それじゃだめじゃんよ!

あー、また、もう。


篠原さんと、ベテランの大島さんが───。


「篠原さん。島谷さんのお客様の注文分、あなたこれ発注してくれてたの?」

「はい。しておきました。」

「したらしたで、ちゃんと報告してって、いつも言ってるでしょ。」

「chat*で送って回答しています。よく見てください。」

「ちょっと口頭で報告してくれてもいいでしょ? そういうコミュニケーション大事だって、習ってこなかった?」

「情報のやり取りはできる限り、データで残していつでも見返せるようにと思っています。」

「何でもパソコンで答えてきて…。私と話したくないだけでしょ。」

「はい。そうかも知れません」

「何ですって?」


ふたりの間に割って入る。

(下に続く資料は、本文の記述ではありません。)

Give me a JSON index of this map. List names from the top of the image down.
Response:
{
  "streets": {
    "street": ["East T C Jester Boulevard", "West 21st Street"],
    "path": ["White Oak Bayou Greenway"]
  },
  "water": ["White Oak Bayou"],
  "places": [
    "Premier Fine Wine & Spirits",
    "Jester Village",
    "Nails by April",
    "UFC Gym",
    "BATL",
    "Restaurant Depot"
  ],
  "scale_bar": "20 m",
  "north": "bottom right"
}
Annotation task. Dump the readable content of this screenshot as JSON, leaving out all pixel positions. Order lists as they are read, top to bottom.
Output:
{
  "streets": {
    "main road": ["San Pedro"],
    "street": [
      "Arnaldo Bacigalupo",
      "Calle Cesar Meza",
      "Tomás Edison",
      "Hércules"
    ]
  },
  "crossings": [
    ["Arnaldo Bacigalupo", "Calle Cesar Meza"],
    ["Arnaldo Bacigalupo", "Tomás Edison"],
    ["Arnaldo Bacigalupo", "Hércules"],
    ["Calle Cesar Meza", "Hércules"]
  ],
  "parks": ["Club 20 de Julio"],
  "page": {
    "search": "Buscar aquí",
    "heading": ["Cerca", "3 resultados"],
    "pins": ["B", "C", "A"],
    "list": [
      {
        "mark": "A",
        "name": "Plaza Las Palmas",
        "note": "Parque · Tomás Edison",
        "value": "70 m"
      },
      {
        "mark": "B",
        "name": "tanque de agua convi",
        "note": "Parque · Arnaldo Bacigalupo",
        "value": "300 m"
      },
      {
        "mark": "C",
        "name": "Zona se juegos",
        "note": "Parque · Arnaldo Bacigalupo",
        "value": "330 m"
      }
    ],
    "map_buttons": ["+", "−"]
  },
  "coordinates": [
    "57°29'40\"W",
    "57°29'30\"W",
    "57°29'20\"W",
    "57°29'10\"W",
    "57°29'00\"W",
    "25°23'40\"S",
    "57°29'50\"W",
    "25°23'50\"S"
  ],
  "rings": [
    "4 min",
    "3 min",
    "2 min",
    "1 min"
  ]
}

やりとりは耳に入っていたから、とくにあらためて確認はせず。


篠原さんには、コミュニケーションという意味でも、確認という意味でも、口頭で伝達できるときは口頭も併用を、大島さんには、面倒でも社の公式のツールをもっと活用して業務に役立ててもらうよう促す。


「!」

首から下げる名札が飛んできて、

篠原さんのPCに命中した。

「ちょっとお手洗いに行ってきます」

名札には笑顔の写真の篠原さんの社員証があった。


みんな、唖然として。

大島さんが憤って。

「大野さん、もうどうにかならないの、あの子。もっと基本的なことから教えていかなきゃならないのかしら。挨拶とか、報連相とか。…みんなもそう思うでしょ?」


彼女以外の人は、はいともいいえとも答えず、ただ困惑した表情で。


「ちょっと時間下さい。高畑さん、外しますけど、よろしくお願いします」

「はい、わかりました」

高畑さん、いつになく厳しい表情で。丁寧語だし。


篠原さん。


フロアに帰ってきたところを捕まえて。

商談や打ち合わせ用のブースに入って、向き合って座る。


「どうしてこうなったのか、あらためて聞かせてもらおうかな、

さっき聞こえてはいたけど。あとで大島さんにも聞くから」

その内容は、冒頭の会話のとおり。


篠原さんは淡々と。

「私は異動してきて、初めてのことばかりだったけど、仕事はひと通り覚えて、遺漏なくおこなっています」

…イロウなくって、難しい言葉ね。


「その仕事は誰が教えてくれたの? 高畑さんとかでしょ。」

「はい、でも大島さんじゃありません。あの人よりかはもうすでに仕事ができています。あの人たちは私の何が気に入らないのか、よくわかりませんが、今の自分の働き方に自信はあります。」


フツフツと。

気持ちがざわめく。怒りなのか悲しみなのか呆れなのか同感なのか、よくわからないけど。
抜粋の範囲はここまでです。